Gastartikel von Senta Winterberg

„Wenn man Germanistik (oder Anglistik, Geschichte etc.) studiert, kann man nur Lehrer/-in werden … okay, und noch Taxifahrer/-in!“ Zugegeben, der Witz hat einen ganz schön langen Bart. Gleichzeitig steckt in jedem Klischee ein Fünkchen Wahrheit, oder?
Schauen wir uns die Fakten an.

Als Geistes- und Kulturwissenschaftler/-in geht man ins Lehramt – oder wohin?

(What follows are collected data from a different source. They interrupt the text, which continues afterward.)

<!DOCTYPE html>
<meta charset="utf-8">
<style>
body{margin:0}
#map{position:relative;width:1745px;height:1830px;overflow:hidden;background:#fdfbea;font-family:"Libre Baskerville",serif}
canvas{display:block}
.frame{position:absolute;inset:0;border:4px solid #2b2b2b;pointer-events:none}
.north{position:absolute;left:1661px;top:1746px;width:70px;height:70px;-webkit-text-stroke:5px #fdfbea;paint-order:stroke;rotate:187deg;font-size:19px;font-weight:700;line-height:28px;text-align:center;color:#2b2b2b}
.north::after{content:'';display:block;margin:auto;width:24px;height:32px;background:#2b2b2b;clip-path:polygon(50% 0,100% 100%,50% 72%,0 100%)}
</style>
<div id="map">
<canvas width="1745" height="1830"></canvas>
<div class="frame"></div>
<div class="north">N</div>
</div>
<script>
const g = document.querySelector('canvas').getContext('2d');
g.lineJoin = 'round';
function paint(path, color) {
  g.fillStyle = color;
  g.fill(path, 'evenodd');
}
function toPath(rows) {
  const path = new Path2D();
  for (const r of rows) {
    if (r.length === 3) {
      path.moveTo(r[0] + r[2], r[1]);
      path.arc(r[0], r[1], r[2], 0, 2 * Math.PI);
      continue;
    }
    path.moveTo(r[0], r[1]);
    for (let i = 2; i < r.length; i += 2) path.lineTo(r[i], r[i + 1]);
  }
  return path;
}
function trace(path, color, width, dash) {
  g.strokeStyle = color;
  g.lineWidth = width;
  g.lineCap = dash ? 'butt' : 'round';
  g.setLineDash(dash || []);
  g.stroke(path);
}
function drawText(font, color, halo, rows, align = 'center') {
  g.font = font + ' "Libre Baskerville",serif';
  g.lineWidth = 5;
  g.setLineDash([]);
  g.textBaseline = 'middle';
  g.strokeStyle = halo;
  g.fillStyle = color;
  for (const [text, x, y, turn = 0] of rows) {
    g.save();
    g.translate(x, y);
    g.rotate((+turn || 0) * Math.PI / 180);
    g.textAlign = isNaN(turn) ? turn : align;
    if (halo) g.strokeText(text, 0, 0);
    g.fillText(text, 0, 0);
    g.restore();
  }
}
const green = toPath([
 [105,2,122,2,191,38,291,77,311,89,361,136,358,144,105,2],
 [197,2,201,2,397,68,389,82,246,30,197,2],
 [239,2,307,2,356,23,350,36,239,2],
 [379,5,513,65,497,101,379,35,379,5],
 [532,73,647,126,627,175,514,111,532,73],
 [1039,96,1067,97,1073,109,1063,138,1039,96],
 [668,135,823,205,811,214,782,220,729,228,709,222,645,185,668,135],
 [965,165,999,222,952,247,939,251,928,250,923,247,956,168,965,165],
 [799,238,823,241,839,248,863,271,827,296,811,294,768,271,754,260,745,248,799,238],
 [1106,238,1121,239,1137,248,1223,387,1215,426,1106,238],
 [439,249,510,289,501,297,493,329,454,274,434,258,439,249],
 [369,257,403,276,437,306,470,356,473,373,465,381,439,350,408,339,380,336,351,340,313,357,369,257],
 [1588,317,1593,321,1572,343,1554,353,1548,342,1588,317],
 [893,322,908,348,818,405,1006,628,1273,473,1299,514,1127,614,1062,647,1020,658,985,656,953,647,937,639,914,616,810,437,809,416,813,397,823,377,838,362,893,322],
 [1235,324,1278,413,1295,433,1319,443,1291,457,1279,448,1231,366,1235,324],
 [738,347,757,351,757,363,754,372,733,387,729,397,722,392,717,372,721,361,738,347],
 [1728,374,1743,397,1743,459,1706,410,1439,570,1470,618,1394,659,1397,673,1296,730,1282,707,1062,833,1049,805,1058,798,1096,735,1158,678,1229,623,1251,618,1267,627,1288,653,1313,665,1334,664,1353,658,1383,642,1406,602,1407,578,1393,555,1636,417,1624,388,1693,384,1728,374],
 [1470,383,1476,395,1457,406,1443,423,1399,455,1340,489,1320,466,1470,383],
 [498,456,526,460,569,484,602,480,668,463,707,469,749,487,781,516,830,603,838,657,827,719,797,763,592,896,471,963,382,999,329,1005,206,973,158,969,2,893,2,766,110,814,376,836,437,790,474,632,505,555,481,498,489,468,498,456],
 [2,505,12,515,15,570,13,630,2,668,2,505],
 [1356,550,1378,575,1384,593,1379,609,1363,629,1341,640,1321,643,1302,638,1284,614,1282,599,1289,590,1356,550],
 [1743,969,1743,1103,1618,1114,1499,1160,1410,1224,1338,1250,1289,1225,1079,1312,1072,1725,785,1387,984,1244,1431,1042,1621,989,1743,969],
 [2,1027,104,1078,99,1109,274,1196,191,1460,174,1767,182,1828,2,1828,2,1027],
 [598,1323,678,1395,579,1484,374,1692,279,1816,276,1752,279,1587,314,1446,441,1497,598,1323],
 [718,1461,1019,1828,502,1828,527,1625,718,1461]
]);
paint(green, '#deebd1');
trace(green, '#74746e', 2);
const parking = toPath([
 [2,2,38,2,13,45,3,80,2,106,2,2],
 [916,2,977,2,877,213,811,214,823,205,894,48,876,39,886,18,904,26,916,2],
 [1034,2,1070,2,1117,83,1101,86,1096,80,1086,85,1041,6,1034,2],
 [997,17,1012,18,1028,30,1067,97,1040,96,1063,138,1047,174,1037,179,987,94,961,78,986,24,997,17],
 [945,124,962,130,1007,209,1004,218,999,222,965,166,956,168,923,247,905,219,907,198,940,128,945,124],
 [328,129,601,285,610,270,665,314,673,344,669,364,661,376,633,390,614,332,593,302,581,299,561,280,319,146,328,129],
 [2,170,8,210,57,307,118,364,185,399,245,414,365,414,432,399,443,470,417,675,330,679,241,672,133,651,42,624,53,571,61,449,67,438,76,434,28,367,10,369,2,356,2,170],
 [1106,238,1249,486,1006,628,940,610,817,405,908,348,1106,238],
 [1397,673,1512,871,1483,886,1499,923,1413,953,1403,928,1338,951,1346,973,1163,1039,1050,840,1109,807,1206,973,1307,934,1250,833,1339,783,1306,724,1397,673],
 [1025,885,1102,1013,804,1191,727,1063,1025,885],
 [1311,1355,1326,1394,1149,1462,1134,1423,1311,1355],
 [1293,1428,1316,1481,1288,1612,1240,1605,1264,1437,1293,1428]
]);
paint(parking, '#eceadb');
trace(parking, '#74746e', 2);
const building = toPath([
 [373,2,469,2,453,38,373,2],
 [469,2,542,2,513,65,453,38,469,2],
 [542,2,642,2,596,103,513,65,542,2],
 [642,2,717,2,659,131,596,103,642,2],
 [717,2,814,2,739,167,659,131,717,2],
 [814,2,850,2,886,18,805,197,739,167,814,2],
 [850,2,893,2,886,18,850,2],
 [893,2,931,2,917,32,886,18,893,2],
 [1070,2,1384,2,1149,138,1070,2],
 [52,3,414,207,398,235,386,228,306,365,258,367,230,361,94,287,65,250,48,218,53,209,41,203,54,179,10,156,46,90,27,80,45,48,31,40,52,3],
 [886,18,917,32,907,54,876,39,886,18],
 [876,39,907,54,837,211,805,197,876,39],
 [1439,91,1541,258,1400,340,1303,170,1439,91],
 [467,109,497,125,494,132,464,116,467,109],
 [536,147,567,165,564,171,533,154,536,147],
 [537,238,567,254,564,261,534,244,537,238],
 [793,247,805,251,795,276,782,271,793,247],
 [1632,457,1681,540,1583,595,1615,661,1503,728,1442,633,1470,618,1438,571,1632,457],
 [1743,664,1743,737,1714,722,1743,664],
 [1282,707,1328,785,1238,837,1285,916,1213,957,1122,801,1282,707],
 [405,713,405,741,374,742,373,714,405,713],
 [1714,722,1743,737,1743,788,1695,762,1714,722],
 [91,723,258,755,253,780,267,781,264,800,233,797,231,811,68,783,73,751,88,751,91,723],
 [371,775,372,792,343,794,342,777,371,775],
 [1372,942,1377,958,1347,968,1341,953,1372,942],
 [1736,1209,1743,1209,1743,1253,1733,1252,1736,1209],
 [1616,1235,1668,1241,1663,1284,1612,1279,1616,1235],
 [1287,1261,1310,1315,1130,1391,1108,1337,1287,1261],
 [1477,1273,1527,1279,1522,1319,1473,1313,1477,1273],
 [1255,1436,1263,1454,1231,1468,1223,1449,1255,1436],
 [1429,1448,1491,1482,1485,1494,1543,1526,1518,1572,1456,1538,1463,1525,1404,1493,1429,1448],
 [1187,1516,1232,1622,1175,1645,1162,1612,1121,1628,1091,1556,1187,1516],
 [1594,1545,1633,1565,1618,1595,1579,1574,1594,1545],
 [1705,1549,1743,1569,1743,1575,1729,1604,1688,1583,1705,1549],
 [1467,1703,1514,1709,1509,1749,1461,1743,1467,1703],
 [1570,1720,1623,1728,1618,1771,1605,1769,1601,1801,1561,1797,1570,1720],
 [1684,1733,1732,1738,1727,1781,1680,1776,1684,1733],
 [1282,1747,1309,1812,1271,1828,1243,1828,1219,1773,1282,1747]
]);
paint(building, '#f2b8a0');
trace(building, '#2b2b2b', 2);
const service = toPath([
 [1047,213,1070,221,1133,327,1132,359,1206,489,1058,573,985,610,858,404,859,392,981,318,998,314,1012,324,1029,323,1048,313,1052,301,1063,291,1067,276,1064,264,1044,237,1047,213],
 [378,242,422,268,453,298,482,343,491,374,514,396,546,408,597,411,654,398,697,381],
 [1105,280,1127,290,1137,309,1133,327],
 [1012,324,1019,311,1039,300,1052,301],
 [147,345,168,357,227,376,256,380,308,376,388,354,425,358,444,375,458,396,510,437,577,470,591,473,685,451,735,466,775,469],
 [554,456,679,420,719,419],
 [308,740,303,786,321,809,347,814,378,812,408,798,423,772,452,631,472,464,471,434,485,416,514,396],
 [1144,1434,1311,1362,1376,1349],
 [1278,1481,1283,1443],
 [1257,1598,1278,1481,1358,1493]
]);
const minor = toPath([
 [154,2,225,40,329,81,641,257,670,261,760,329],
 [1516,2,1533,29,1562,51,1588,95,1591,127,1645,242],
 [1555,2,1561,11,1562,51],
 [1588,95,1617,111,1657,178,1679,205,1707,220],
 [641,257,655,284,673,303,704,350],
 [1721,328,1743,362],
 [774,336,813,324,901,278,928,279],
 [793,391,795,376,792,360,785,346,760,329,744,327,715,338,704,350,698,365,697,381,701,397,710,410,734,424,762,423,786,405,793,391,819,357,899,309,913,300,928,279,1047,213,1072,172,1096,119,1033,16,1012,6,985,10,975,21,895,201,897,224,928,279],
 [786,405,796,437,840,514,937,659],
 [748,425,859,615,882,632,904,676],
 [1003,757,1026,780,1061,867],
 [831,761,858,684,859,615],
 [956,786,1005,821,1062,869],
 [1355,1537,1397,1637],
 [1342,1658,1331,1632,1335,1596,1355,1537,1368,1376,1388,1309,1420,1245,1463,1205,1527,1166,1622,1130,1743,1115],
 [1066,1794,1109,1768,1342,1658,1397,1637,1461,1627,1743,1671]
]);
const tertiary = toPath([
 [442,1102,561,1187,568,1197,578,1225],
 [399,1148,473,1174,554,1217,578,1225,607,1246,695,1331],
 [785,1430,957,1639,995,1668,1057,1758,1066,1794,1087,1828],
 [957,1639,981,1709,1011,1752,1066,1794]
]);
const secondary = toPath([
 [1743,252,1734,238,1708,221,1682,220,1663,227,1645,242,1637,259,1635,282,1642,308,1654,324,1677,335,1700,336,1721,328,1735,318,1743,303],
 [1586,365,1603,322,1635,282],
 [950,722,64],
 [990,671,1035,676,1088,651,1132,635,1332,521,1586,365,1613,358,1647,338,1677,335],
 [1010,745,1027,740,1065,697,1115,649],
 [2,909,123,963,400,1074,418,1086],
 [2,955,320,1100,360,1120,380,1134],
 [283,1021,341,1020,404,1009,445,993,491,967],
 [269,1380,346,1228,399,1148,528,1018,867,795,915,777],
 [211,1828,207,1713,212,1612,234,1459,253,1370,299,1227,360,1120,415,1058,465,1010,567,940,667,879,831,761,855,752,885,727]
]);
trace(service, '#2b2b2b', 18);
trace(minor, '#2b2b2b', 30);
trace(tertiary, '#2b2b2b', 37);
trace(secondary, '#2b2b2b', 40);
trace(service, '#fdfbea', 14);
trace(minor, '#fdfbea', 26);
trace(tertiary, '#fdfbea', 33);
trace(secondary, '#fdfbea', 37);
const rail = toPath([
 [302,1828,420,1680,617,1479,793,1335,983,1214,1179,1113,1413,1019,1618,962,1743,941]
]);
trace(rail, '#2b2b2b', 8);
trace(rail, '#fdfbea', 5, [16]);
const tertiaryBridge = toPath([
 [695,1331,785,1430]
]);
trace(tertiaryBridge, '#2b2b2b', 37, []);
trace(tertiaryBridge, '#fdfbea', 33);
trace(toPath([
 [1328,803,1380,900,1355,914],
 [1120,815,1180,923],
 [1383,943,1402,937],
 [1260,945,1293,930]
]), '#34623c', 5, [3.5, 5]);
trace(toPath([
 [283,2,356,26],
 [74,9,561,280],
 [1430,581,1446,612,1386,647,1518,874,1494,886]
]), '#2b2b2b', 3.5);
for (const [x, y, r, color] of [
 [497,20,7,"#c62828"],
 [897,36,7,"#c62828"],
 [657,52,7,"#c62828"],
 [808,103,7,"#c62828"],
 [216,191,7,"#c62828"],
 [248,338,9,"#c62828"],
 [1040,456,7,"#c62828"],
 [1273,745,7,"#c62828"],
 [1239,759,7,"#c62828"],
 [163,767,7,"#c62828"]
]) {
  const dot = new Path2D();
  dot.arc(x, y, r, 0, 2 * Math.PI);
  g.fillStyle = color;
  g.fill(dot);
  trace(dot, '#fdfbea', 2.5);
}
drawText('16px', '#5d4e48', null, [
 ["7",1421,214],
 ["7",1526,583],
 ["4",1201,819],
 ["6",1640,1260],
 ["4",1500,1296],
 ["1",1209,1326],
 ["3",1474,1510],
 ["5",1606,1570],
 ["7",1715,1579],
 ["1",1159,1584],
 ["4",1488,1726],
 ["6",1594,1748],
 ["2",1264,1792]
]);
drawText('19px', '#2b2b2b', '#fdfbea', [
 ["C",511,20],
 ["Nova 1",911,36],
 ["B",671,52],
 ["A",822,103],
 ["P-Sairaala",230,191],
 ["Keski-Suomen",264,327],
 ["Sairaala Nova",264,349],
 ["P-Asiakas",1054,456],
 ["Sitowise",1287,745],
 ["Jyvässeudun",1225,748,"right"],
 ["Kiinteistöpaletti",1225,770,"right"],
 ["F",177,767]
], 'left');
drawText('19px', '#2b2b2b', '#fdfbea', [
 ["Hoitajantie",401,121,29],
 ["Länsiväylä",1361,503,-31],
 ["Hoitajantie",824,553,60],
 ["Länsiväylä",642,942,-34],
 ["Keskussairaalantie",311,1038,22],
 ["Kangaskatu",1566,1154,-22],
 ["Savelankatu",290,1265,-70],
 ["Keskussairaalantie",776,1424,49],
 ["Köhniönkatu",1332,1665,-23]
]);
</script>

Anders als im Medizin- oder Jurastudium steuert man als Student/-in einer Geistes- und Kulturwissenschaft kein festgelegtes Berufsziel an – außer man studiert auf Lehramt. Nun sind aber nicht nur prominente Geistes- und Kulturwissenschaftler/-innen wie Thomas Gottschalk, Dieter Nuhr und Anne Will weder in der Schule noch am Taxistand gelandet. Auch die Karrierewege der Referent/-innen, die bei den Jobtalks des Praxisforums der Fakultät 1 von ihrem Beruf berichten, machen deutlich: Es gibt vielfältige Beschäftigungsmöglichkeiten, so z. B. als Lektor/-in, Radiomoderator/-in und Kommunikationstrainer/-in, aber auch als Studienberater/-in oder Personalrecruiter/-in.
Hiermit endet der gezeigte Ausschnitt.